Saturday, December 24, 2011

mad world

I find it kind of funny that lately i've been remembering good things about someone I once convinced myself I didn't care about all that much. it may be the time of year, when he spoiled me the most, or it may just be that I've realized the truth after all this time. I'd be disappointed if it was the first. what is the statute of limitations on throwing yourself onto old flames? and what is the protocol regarding apologies when there is nothing you can do to undo what you've done?

I miss you most at christmastime, and wish you knew all the things I thought I could never say.

Friday, September 2, 2011


No one knows where the ladder goes
You're gonna lose what you love the most
You're not alone in anything
You're not unique in dyin'.

It's strange to know every now and then
Fall asleep reading science fiction

I wanna fly in your silver ships!
Let Jesus hang, and Buddha sit

It's on now
The days are long now
The ups and the sundowns, and the twisted minds

If i've got to go first, i'll do it on my terms
I'm tired of the traitors, always changing sides

They were friends of mine.


Don't hang around once the promise breaks, you'll be there when the next one's made.
Kiss the feet of a charlatan.

Some imagined freedom.

All the rest is predictable.
You can say you're the fist to know.
Bought a mantra to concentrate: Car alarm or hissing snake.

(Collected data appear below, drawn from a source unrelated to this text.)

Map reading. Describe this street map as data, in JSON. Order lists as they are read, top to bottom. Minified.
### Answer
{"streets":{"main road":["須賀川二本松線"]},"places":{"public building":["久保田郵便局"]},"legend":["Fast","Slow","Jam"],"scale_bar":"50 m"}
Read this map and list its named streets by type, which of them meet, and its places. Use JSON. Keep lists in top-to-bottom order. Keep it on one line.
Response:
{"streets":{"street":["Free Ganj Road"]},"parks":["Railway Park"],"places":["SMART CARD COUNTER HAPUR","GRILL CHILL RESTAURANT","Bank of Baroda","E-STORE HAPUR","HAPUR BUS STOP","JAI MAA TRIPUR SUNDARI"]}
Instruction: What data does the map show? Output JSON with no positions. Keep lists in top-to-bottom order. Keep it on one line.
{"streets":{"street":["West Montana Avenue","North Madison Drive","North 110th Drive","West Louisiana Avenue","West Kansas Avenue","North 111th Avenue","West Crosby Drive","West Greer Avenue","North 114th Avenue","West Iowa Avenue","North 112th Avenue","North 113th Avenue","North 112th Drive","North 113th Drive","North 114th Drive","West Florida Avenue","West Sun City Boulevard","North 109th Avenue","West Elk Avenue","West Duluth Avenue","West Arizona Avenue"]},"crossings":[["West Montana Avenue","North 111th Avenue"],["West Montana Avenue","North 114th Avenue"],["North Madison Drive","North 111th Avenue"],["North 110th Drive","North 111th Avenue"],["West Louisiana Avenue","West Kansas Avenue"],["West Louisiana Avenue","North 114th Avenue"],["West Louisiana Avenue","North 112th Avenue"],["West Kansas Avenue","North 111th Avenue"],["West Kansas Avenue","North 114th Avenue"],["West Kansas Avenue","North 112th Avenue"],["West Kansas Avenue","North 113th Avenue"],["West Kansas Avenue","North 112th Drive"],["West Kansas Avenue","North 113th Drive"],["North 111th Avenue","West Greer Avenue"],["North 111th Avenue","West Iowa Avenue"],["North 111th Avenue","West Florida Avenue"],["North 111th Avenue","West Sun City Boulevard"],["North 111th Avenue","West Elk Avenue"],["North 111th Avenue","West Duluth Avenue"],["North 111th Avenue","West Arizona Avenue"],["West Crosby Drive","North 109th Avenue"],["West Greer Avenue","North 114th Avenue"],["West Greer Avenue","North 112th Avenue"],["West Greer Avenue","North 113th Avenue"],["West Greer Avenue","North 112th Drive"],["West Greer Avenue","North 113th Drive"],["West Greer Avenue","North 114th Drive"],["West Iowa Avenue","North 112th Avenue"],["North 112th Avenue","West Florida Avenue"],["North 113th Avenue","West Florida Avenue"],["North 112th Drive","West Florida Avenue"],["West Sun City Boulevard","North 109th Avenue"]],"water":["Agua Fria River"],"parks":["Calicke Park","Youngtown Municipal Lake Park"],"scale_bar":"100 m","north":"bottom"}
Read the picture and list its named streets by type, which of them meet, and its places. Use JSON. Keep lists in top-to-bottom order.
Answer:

I know now, how it's gonna turn out
You've gotta calm down
Or I'll lose my place

Gotta get to the centre
Gotta get to the concert
Run off with a dancer, gonna celebrate.

Welcome the new age!
covered in warrior paint!
lights from the jungle,
to the sky!

see now a star's born,
looks just like a blood orange!

don't it just make ya, wanna cry?
precious friend of mine.






Will I know when it's finally done?
This whole life's a hallucination.



You're not alone in anything.



You're not alone in trying
to be.

Tuesday, June 21, 2011

everything... and nothing.

it doesn't matter how close or far, how rude or how charming, how dirty or clean...
seeing that shit eating grin makes me feel like a giddy, smoking-hot eighteen year old.
maybe it's pathetic, but it's the closest thing i have to a time machine and it's better than any drug.

Saturday, May 7, 2011

"What would you say if someone asked you about this night?"
"I would say that this was the greatest."

Sunday, April 10, 2011

"he was cheating with on her with you? Or cheating on you with her?"
"uhh it's hard to say. i guess both."
"...so he was bi-cheating?"
"yeah, he was bi-cheating."

Saturday, April 9, 2011

Friday, April 1, 2011

Lists.

drake. detox. marking. staying up. collecting data. withdrawal. envy. winning. spending. smoking. cleaning. flying. drinking. (chips for dinner?) birthdays. blisters. mud. reflective puddles. moving on. moving forward. moving home. summer. red hair. driving. remixes. do-overs. hair-dos. razors. paint. masks. dry skin. dry laugh. dry wine. dry ice. shitty bars. shitty bands. good friends. hoodies. pockets. snakes. ladders. chutes too narrow. sing me to sleep. late. early. first chair. last call. bliss.

Sunday, February 6, 2011

i just have to mention these dreams i had this morning. i read something recently that totally trashed dreams and gave people who talk about them a hard time, but i don't care. my dreams are extremely vivid now, and detailed, and realistic, full of feeling and life. so much so that they can be very tough to distinguish from reality. anyway, this morning i got a whole bunch of things that i wanted, sorted out, in my sleep. so i woke up pretty happy, even if, as the day went on, i slowly realized none of it actually happened. it was small stuff, like that my sister had talked to my dad for me and saved me the conversation. mostly it was just a feeling. i guess the main thing i remember though is the drowning. there was a pretty convoluted preamble, some kind of war and sneaking around and stealing an ethernet cable, and some dude. can't place him anymore, though. anyway, the ending! somehow we're on a boat. probably trying to get away from the bad guys. but it's war, so clearly there's some kind of storm or explosion that creates this massive wave. and there's other people on the boat, too. i see the wave. i think, this is it, i am going to die. i am calm. the wave hits and i think, don't breathe, there's nothing there. but there is, somehow there's a moment where there is a pocket of air, a second chance, but it's just people screaming and the waves. so i take a second breath, and think again, this is the last one, after this i'm going to die. and the wave closes in and the pocket of screams is gone and only the water is left, and i'm holding my breath (which i'm not very good at), in my bed, knowing that there's only water around me. i hold it for as long as i can, until it hurts. and then a final time, i calmly accept that the next breath i take will fill my lungs with salt water, and then i'll be dead. so i unclench my throat and get ready for what's next. except instead of dying, i'm shocked to find that there IS air in front of me and i wake up.

death is easy, peaceful. 
life is harder.

i spent the entire day by myself shopping.